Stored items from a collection
Segment Open
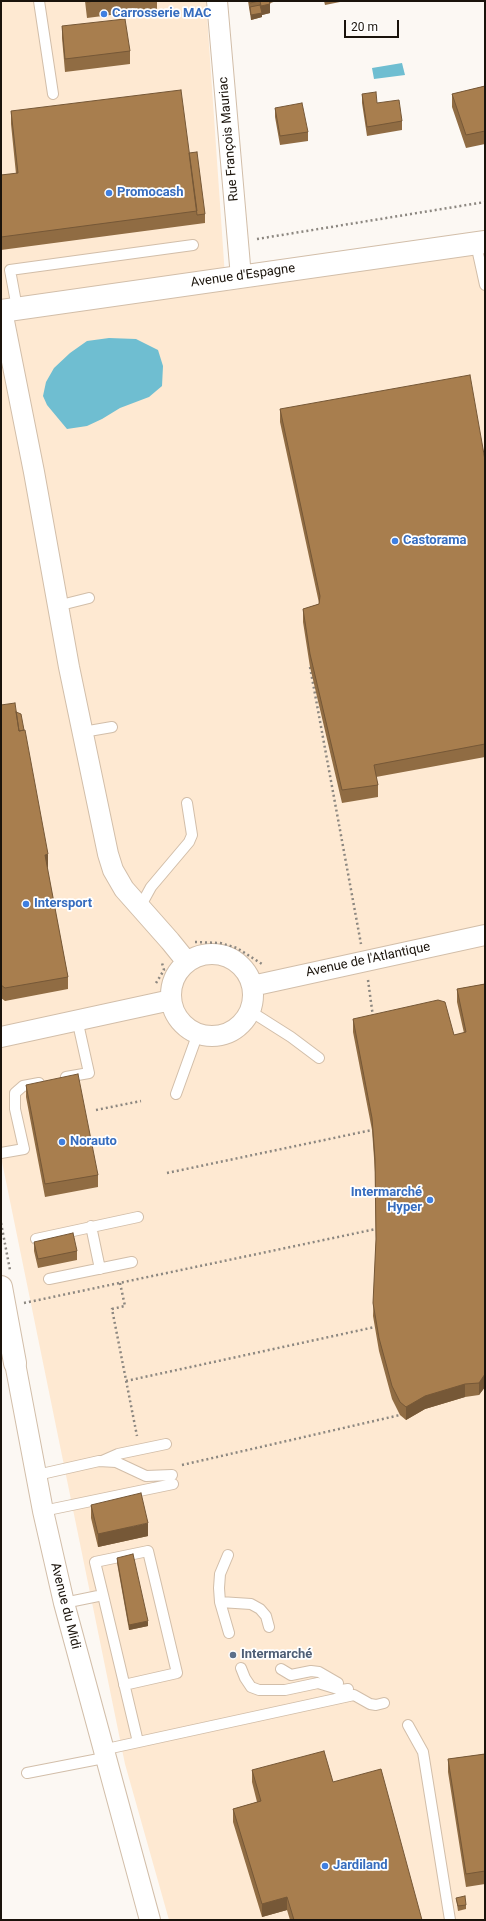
<!DOCTYPE html>
<meta charset="utf-8">
<style>
body{margin:0}
#map{position:relative;width:486px;height:1921px;overflow:hidden;background:#fcf8f3;font-family:Roboto,sans-serif}
canvas{display:block}
.frame{position:absolute;inset:0;border:2px solid #1a130b;pointer-events:none}
.scale{position:absolute;left:344px;top:20px;width:55px;height:18px;box-sizing:border-box;border:2px solid #1a130b;border-top:0;padding-left:5px;font-size:12px;line-height:14px;white-space:nowrap;color:#1a130b;-webkit-text-stroke:3px #fff;paint-order:stroke}
</style>
<div id="map">
<canvas width="486" height="1921"></canvas>
<div class="frame"></div>
<div class="scale">20 m</div>
</div>
<script>
const ctx = document.querySelector('canvas').getContext('2d');
ctx.lineJoin = 'round';
function fill(path, color) { ctx.fillStyle = color; ctx.fill(path, 'evenodd'); }
const poly = rows => new Path2D(rows.map(r => 'M' + r).join(''));
function strokePath(path, color, width, dash) { ctx.strokeStyle = color; ctx.lineWidth = width; ctx.lineCap = dash ? 'butt' : 'round'; ctx.setLineDash(dash || []); ctx.stroke(path); }
function write(font, color, halo, rows, align = 'center') {
  ctx.font = font + ' Roboto,sans-serif'; ctx.lineWidth = 3.5; ctx.setLineDash([]); ctx.textBaseline = 'middle'; ctx.strokeStyle = halo; ctx.fillStyle = color; for (const [text, x, y, turn = 0] of rows) {
    ctx.save(); ctx.translate(x, y); ctx.rotate((+turn || 0) * Math.PI / 180); ctx.textAlign = isNaN(turn) ? turn : align; if (halo) ctx.strokeText(text, 0, 0); ctx.fillText(text, 0, 0); ctx.restore();
  }
}
fill(poly([
 [1,1,206,1,226,291,485,252,485,1920,169,1920,125,1764,1,1157]
]), '#fee9d2');
fill(poly([
 [402,63,405,75,374,79,372,68],
 [109,338,136,339,158,350,163,366,162,386,149,397,120,408,102,419,87,426,67,429,47,405,43,396,46,382,54,368,70,353,87,341]
]), '#6fbed1');
const service = poly([
 [39,1,53,94],
 [476,244,485,285],
 [17,308,10,270,193,245],
 [57,606,89,598],
 [83,732,112,727],
 [140,907,151,887,189,842,192,835,187,803],
 [250,1011,291,1037,319,1058],
 [66,1077,89,1073,77,1019],
 [176,1094,198,1033],
 [1,1153,24,1149,15,1109,15,1093,23,1086,39,1083],
 [91,1226,100,1269],
 [36,1239,138,1217],
 [49,1279,132,1262],
 [102,1461,118,1454,166,1444],
 [37,1475,99,1461,116,1462,146,1476,172,1475],
 [43,1511,173,1484],
 [228,1555,220,1574,219,1588,220,1602,229,1633],
 [103,1595,95,1562,148,1551,177,1673,124,1685],
 [220,1602,251,1604,260,1609,266,1616,269,1627],
 [64,1603,103,1595,138,1742],
 [241,1668,245,1678,251,1687,259,1690,285,1690,318,1683,341,1690,348,1689],
 [281,1669,291,1675,311,1671,319,1672,338,1683],
 [408,1725,423,1752,450,1920],
 [102,1750,354,1695,370,1704,376,1705,384,1703],
 [27,1773,104,1758]
]);
const minor = poly([
 [217,1,241,277],
 [2,311,34,472,69,667,108,854,113,870,124,889,170,941,187,962],
 '171 995a41 41 0 1 1 82 0a41 41 0 1 1-82 0Z',
 [252,986,485,935],
 [1,1037,171,1000],
 [15,1363,43,1511,64,1603,150,1920]
]);
const tertiary = poly([
 [1,311,485,242],
 [1,1287,15,1363]
]);
strokePath(service, '#d2bea9', 12);
strokePath(minor, '#d2bea9', 22);
strokePath(tertiary, '#d2bea9', 24);
strokePath(poly([
 [257,239,485,202],
 [310,667,361,944],
 [195,942,220,943,237,948,262,964],
 [368,980,373,1017],
 [156,983,164,970,162,963],
 [96,1110,141,1101],
 [167,1173,372,1130],
 [1,1223,10,1270],
 [120,1283,125,1306,112,1309,137,1436],
 [24,1303,376,1229],
 [126,1381,375,1327],
 [182,1465,400,1415]
]), '#8c8780', 2.5, [2, 3]);
strokePath(service, '#fff', 10);
strokePath(minor, '#fff', 20);
strokePath(tertiary, '#fff', 22);
fill(poly([
 [85,1,157,1,157,9,87,18],
 [248,1,277,1,270,3,270,13,262,15,262,17,251,20],
 [324,1,340,1,340,2,325,5],
 [62,26,130,51,130,64,65,72,62,38],
 [485,86,485,144,466,148,452,107,452,94],
 [362,94,377,103,402,121,402,130,367,136,362,103],
 [275,108,308,132,308,141,280,145,275,117],
 [11,111,189,153,205,214,205,223,1,250,1,175,16,174,11,124],
 [280,409,485,460,485,757,376,777,378,785,378,797,342,803,310,667,303,622,303,609,319,604,319,603,280,422],
 [1,705,16,712,48,867,47,868,68,977,68,989,5,1001,1,998],
 [485,984,485,1387,479,1395,465,1397,425,1409,406,1420,400,1415,392,1399,379,1351,373,1316,376,1241,375,1172,372,1130,353,1032,353,1019,454,1035,464,1033,457,1002,457,989],
 [26,1085,98,1175,98,1187,45,1197,26,1097],
 [34,1242,77,1251,77,1260,38,1268,34,1251],
 [91,1505,148,1536,98,1547,91,1518],
 [117,1558,148,1626,129,1630,117,1563],
 [485,1754,485,1884,466,1887,448,1772,448,1759],
 [252,1770,333,1782,422,1920,290,1920,287,1910,262,1917,233,1822,233,1809,257,1802,252,1782],
 [456,1898,466,1905,466,1909,458,1911]
]), '#906c43');
fill(poly([
 [268,1,277,1,268,3],
 [270,4,270,13,262,15,262,17,251,20,251,15,261,13,261,6],
 [48,854,48,867,45,868,45,855],
 [485,1374,485,1387,479,1395,479,1383],
 [465,1384,465,1397,425,1409,406,1420,406,1407,425,1396],
 [148,1523,148,1536,98,1547,98,1534],
 [148,1621,148,1626,129,1630,129,1625],
 [287,1897,287,1910,262,1917,262,1904]
]), '#765837');
const building = poly([
 [87,1,96,1,87,2,87,1],
 [249,1,259,1,250,3,249,1],
 [260,1,269,1,270,4,261,6,260,1],
 [260,5,262,13,251,15,250,7,260,5],
 [125,19,130,51,65,59,62,26,125,19],
 [485,86,485,131,466,135,452,94,485,86],
 [181,90,197,211,1,237,1,175,18,173,11,111,181,90],
 [376,92,377,103,399,100,402,121,367,127,362,94,376,92],
 [302,103,308,132,280,136,275,108,302,103],
 [197,152,205,214,197,215,189,153,197,152],
 [470,375,485,460,485,744,374,765,378,785,342,790,310,654,303,609,319,604,320,596,280,409,470,375],
 [15,703,19,731,25,730,48,854,45,855,68,977,5,988,1,985,1,705,15,703],
 [16,712,21,714,24,730,19,731,16,712],
 [485,984,485,1374,479,1383,465,1384,425,1396,406,1407,400,1402,392,1386,379,1338,373,1303,376,1239,375,1159,372,1118,353,1019,438,1000,445,1002,454,1035,466,1032,457,989,485,984],
 [78,1074,98,1175,45,1184,26,1085,78,1074],
 [73,1233,77,1251,38,1259,34,1242,73,1233],
 [141,1493,148,1523,98,1534,91,1505,141,1493],
 [133,1554,148,1621,129,1625,117,1558,133,1554],
 [324,1751,333,1782,381,1769,422,1920,294,1920,287,1897,262,1904,233,1809,261,1801,252,1770,324,1751],
 [485,1754,485,1871,466,1874,448,1759,485,1754],
 [465,1896,466,1905,458,1906,456,1898,465,1896]
]);
fill(building, '#a87e4e');
strokePath(building, '#765837', 1);
for (const [x, y, r, color] of [
 [104,14,4,"#3f7fe0"],
 [109,193,4,"#3f7fe0"],
 [395,541,4,"#3f7fe0"],
 [26,904,4,"#3f7fe0"],
 [62,1142,4,"#3f7fe0"],
 [430,1200,4,"#3f7fe0"],
 [233,1655,4,"#5c6f8a"],
 [325,1866,4,"#3f7fe0"]
]) { const dot = new Path2D(); dot.arc(x, y, r, 0, 2 * Math.PI); ctx.fillStyle = color; ctx.fill(dot); strokePath(dot, '#fff', 1.5); }
write('bold 13px', '#366cbe', '#fff', [
 ["Carrosserie MAC",112,14],
 ["Promocash",117,193],
 ["Castorama",403,541],
 ["Intersport",34,904],
 ["Norauto",70,1142],
 ["Intermarché",422,1193,"right"],
 ["Hyper",422,1208,"right"],
 ["Jardiland",333,1866]
], 'left');
write('13px', '#1a130b', '#fff', [
 ["Rue François Mauriac",229,139,-95],
 ["Avenue d'Espagne",243,276,-8],
 ["Avenue de l'Atlantique",368,960,-12],
 ["Avenue du Midi",65,1606,76]
]);
write('bold 13px', '#4e5e75', '#fff', [
 ["Intermarché",241,1655]
], 'left');
</script>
Segment Closed
Over all the entries, say how many lines hold the string "align". The reply is the number alone.

## Task solution
2